# Crosstabs

`pandas.crosstab()` is another function that builds summary data

The pandas crosstab function builds a cross-tabulation table that can show the frequency with which certain groups of data appear. 



## Import the data

For this demo, only interested in the following subset of car manufacturers
>
> "toyota","nissan","mazda", "honda", "mitsubishi", "subaru", "volkswagen", "volvo"
>

In [None]:
import warnings
warnings.filterwarnings("ignore", category=DeprecationWarning) 
warnings.filterwarnings("ignore", category=FutureWarning) 

import pandas as pd
import seaborn as sns

# Define the headers since the data does not have any
headers = ["symboling", "normalized_losses", "make", "fuel_type", "aspiration",
           "num_doors", "body_style", "drive_wheels", "engine_location",
           "wheel_base", "length", "width", "height", "curb_weight",
           "engine_type", "num_cylinders", "engine_size", "fuel_system",
           "bore", "stroke", "compression_ratio", "horsepower", "peak_rpm",
           "city_mpg", "highway_mpg", "price"]
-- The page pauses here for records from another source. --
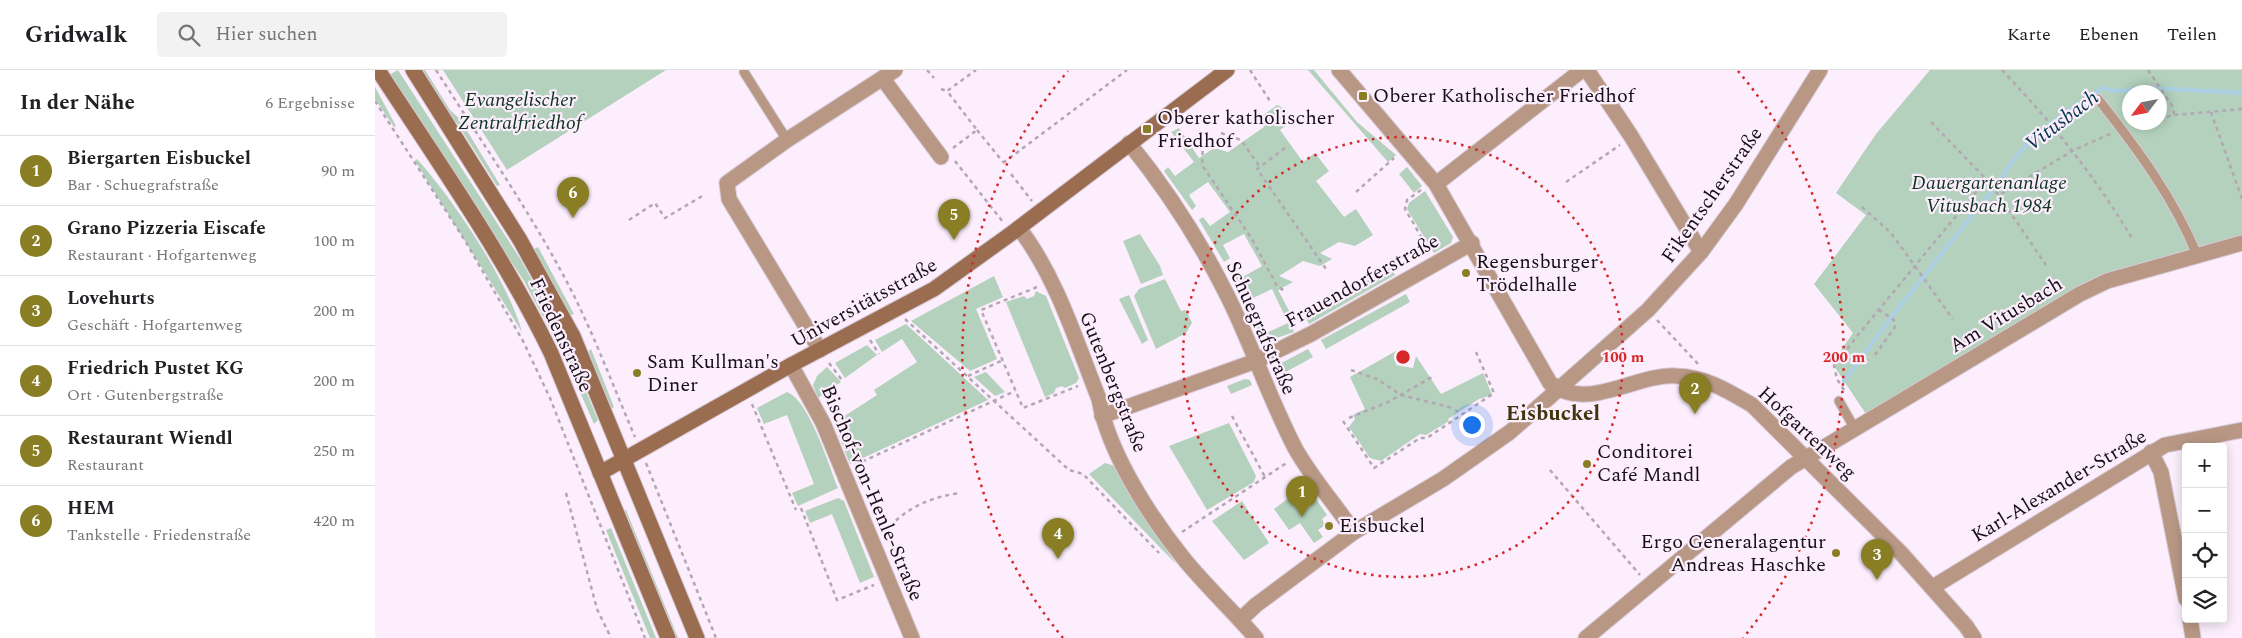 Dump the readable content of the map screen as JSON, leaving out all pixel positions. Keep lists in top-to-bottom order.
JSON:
{
  "streets": {
    "main road": ["Universitätsstraße", "Friedenstraße"],
    "street": [
      "Fikentscherstraße",
      "Frauendorferstraße",
      "Am Vitusbach",
      "Schuegrafstraße",
      "Gutenbergstraße",
      "Hofgartenweg",
      "Karl-Alexander-Straße",
      "Bischof-von-Henle-Straße"
    ]
  },
  "crossings": [
    ["Fikentscherstraße", "Schuegrafstraße"],
    ["Fikentscherstraße", "Gutenbergstraße"],
    ["Fikentscherstraße", "Hofgartenweg"],
    ["Frauendorferstraße", "Schuegrafstraße"],
    ["Frauendorferstraße", "Gutenbergstraße"],
    ["Universitätsstraße", "Schuegrafstraße"],
    ["Universitätsstraße", "Friedenstraße"],
    ["Universitätsstraße", "Gutenbergstraße"],
    ["Universitätsstraße", "Bischof-von-Henle-Straße"],
    ["Am Vitusbach", "Hofgartenweg"],
    ["Hofgartenweg", "Karl-Alexander-Straße"]
  ],
  "districts": ["Eisbuckel"],
  "water": ["Vitusbach"],
  "parks": ["Evangelischer Zentralfriedhof", "Dauergartenanlage Vitusbach 1984"],
  "places": {
    "transit": ["Oberer Katholischer Friedhof", "Oberer katholischer Friedhof"],
    "other": [
      "Regensburger Trödelhalle",
      "Sam Kullman's Diner",
      "Conditorei Café Mandl",
      "Eisbuckel",
      "Ergo Generalagentur Andreas Haschke"
    ]
  },
  "north": "bottom left",
  "page": {
    "header": "Gridwalk",
    "search": "Hier suchen",
    "nav": ["Karte", "Ebenen", "Teilen"],
    "heading": ["In der Nähe", "6 Ergebnisse"],
    "list": [
      {
        "mark": "1",
        "name": "Biergarten Eisbuckel",
        "note": "Bar · Schuegrafstraße",
        "value": "90 m"
      },
      {
        "mark": "2",
        "name": "Grano Pizzeria Eiscafe",
        "note": "Restaurant · Hofgartenweg",
        "value": "100 m"
      },
      {
        "mark": "3",
        "name": "Lovehurts",
        "note": "Geschäft · Hofgartenweg",
        "value": "200 m"
      },
      {
        "mark": "4",
        "name": "Friedrich Pustet KG",
        "note": "Ort · Gutenbergstraße",
        "value": "200 m"
      },
      {
        "mark": "5",
        "name": "Restaurant Wiendl",
        "note": "Restaurant",
        "value": "250 m"
      },
      {
        "mark": "6",
        "name": "HEM",
        "note": "Tankstelle · Friedenstraße",
        "value": "420 m"
      }
    ],
    "pins": [
      "6",
      "5",
      "2",
      "1",
      "4",
      "3"
    ],
    "map_buttons": ["+", "−"]
  },
  "rings": ["100 m", "200 m"]
}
# Read in the CSV file and convert "?" to NaN
df_raw = pd.read_csv(filepath_or_buffer='../Data/cars.csv',
                     header=None, names=headers, na_values="?" )
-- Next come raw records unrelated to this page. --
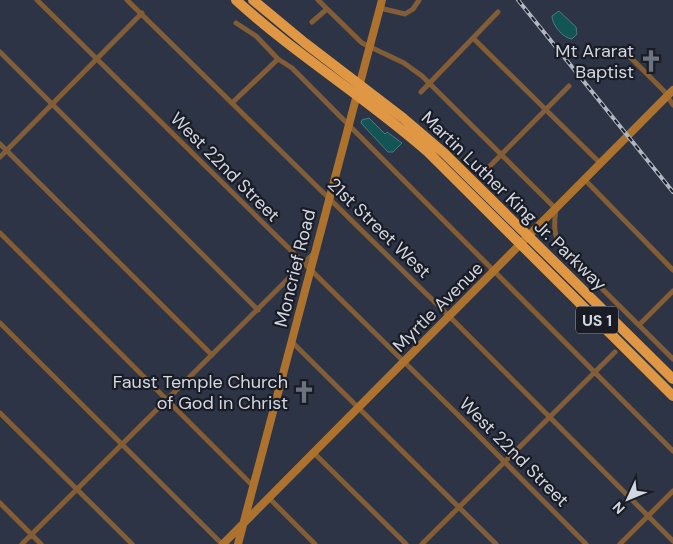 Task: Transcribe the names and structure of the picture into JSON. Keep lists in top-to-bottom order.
{
  "streets": {
    "highway": ["Martin Luther King Jr. Parkway", "US 1"],
    "main road": ["Moncrief Road", "Myrtle Avenue"],
    "street": ["West 22nd Street", "21st Street West"]
  },
  "crossings": [
    ["West 22nd Street", "Moncrief Road"],
    ["West 22nd Street", "Myrtle Avenue"],
    ["Martin Luther King Jr. Parkway", "Moncrief Road"],
    ["Martin Luther King Jr. Parkway", "Myrtle Avenue"],
    ["21st Street West", "Moncrief Road"],
    ["21st Street West", "Myrtle Avenue"],
    ["Moncrief Road", "Myrtle Avenue"]
  ],
  "places": {
    "church": ["Mt Ararat Baptist", "Faust Temple Church of God in Christ"]
  },
  "north": "bottom left"
}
# Define a list of models that we want to review
models = ["toyota","nissan","mazda", "honda", "mitsubishi", "subaru", "volkswagen", "volvo"]

# Create a copy of the data with only the top 8 manufacturers
df = df_raw[df_raw.make.isin(models)].copy()

## How many different body styles these car makers made

The crosstab function can operate on numpy arrays, series or columns in a dataframe. 

Here, `df.make` is set to be the crosstab index and `df.body_style` is the crosstab’s columns. 

Pandas does that work behind the scenes to count how many occurrences there are of each combination. 

For example, in this data set Volvo makes 8 sedans and 3 wagons.

In [None]:
pd.crosstab(df['make'], df['body_style'])

### Use a groupby followed by an unstack to get the same results

In [None]:
df.groupby(['make', 'body_style'])['body_style'].count().unstack().fillna(0)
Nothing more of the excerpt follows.